Metabolic deficits can be demonstrated by magnetic resonance (MR) spectroscopy, with low N-acetyl aspartate:creatine ratio (NAA/Cr) in the cerebellar vermis. MR Spectroscopy can directly detect ethanol by a triple peak at 1.3 ppm [8]. Chronic alcohol use causes a reduction in NAA and choline levels compared to healthy controls; thus MR spectroscopy provides a useful tool for monitoring cerebellar function.

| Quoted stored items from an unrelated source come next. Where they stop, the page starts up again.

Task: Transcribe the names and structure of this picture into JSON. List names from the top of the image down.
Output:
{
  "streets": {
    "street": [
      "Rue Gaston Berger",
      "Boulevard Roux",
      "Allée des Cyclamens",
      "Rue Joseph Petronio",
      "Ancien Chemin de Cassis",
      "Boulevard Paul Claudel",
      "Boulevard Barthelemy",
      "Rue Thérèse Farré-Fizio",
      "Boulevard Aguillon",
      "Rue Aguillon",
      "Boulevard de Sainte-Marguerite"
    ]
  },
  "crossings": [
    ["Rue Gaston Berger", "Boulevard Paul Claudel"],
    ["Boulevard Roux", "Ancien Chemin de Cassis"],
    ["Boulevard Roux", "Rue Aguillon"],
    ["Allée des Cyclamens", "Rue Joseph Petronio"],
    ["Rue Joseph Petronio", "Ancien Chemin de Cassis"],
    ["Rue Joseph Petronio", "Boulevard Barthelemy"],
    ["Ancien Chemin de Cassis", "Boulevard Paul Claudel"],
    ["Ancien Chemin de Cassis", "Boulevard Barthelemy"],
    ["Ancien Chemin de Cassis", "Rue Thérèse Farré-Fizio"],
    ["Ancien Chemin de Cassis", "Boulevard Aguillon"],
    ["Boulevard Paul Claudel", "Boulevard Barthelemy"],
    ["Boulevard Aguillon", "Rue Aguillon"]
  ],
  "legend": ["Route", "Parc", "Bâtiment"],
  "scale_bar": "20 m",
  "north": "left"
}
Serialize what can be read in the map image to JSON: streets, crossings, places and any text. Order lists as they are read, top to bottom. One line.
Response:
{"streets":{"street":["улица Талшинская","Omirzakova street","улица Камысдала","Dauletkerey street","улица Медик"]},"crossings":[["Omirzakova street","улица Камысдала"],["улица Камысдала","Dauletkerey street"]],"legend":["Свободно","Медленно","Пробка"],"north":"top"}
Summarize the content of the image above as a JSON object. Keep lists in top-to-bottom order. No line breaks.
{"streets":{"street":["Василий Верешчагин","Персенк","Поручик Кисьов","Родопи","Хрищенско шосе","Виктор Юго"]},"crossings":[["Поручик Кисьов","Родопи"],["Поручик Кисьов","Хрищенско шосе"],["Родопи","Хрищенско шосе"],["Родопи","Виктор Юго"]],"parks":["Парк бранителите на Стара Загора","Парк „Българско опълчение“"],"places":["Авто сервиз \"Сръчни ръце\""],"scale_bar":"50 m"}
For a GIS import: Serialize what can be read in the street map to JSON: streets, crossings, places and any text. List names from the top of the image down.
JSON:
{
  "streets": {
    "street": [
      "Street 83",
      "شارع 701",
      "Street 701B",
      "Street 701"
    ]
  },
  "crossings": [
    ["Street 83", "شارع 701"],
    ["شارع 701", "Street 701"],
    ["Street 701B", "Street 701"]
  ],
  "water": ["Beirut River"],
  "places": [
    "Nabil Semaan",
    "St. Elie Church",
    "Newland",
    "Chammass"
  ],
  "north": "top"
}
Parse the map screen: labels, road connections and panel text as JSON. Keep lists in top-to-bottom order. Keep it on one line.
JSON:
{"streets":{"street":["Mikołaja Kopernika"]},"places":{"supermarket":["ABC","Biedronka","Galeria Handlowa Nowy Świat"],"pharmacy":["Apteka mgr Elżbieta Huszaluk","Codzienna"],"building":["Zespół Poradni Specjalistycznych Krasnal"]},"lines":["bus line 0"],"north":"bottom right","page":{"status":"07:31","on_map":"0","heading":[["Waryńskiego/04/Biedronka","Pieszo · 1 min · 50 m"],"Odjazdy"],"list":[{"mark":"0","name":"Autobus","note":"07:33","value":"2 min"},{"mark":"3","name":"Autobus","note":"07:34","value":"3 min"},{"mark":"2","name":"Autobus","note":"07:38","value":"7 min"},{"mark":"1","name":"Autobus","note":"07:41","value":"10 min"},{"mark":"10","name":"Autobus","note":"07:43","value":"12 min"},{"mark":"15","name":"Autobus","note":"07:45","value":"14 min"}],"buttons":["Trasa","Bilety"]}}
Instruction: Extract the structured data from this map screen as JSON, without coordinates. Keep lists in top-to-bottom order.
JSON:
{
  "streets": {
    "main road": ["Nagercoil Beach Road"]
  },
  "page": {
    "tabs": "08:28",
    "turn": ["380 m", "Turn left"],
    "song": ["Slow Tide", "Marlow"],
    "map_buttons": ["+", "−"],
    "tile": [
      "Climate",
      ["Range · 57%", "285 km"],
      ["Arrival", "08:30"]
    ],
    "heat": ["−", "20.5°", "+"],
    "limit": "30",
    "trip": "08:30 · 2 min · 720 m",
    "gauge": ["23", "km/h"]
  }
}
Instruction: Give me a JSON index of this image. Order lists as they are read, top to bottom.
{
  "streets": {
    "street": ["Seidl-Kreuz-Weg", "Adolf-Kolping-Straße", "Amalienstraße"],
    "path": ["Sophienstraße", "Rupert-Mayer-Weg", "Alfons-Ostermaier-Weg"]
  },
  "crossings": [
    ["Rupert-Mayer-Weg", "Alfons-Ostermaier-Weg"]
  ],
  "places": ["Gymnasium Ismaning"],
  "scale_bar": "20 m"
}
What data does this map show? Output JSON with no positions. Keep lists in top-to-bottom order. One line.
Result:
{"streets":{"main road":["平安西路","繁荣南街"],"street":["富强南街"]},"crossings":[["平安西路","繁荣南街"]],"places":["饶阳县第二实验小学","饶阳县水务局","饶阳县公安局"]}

Chronic alcohol use has been shown to provoke an IgA response that is not only directed towards alcohol metabolites but also against self antigens, targeting the enzyme transglutaminase 2 (TG2), even in the absence of liver disease [9]. Transglutaminases are a widely distributed family of enzymes with cross-linking capability that aid tissue repair [10]. TG2 is the autoantigen in coeliac disease. However, autoimmunity to TG2 can also precipitate hepatitis and ultimately liver failure [11]. Proposed mechanisms for the high prevalence of TG2 autoantibodies in patients with chronic alcohol abuse include increased gut permeability associated with alcohol induced intestinal mucosal lesions [9] leading to increased exposure of the immune system to pathogenic antigens (including gluten peptides). In line with this, alcohol has been shown to induce sensitisation to gluten in genetically susceptible individuals [12].

The aim of this study was to investigate further a potential link between autoreactive immune responses and cerebellar degeneration in the context of excessive alcohol intake.

Methods

Subject selection and clinical assessments

The study was approved by the regional ethics committee (Yorkshire & The Humber, UK). Written informed consent was obtained from all patients. Patients were recruited from the Ataxia and Hepatology outpatient clinics at the Royal Hallamshire Hospital, Sheffield, UK. Patients included were grouped as ‘alcohol ataxia (AA)’ and had a history of chronic ‘alcohol dependence’, defined by the 4th edition of the Diagnostic and Statistical Manual of Mental Disorders (DSM-IV) Diagnostic Criteria for Alcohol Abuse and Dependence [13]. A subgroup of patients with alcohol-related ‘chronic liver disease’ (defined as alcohol related liver disease diagnosed by a hepatologist and disease present for more than 1 year) and ataxia (CLDA) was identified from this patient group.

Detailed neurological history and any background history of autoimmune disorders were recorded, as were age at onset, duration of ataxia, requirement for mobility aids, and current alcohol intake or abstinence at the time of recruitment.

Detailed neurological examination was performed. Ataxia was classified as gait, limb or both and severity was assessed as mild (mobilising independently or with one walking aid), moderate (mobilising with 2 walking aids or walking frame) or severe (wheelchair-dependent). The severity assessment was adapted and modified from previously published data [14]. Objective measurement of the severity of ataxia was rated using the Scale for the Assessment and Rating of Ataxia (SARA) [15, 16] (see Additional file 1). All patients were investigated for other causes of ataxia and were excluded if an alternative cause was found. Tests depending on clinical indications included blood cell counts, biochemistry, thyroid function, B12, folate and genetic testing for inherited spinocerebellar ataxias (SCA 1, 2, 3, 6, 7) and Friedreich’s ataxia (FA).

Brain imaging

Volumetric 3T MR imaging and single-voxel H1 MR spectroscopy of the cerebellum were undertaken in patients with clinical evidence of ataxia. This imaging protocol is in clinical use as part of the investigations of all patients with cerebellar ataxia who attend the National Ataxia Centre in the Royal Hallamshire Hospital, Sheffield, UK. The brain imaging protocol for structural, volumetric and spectroscopy studies have been previously reported [12].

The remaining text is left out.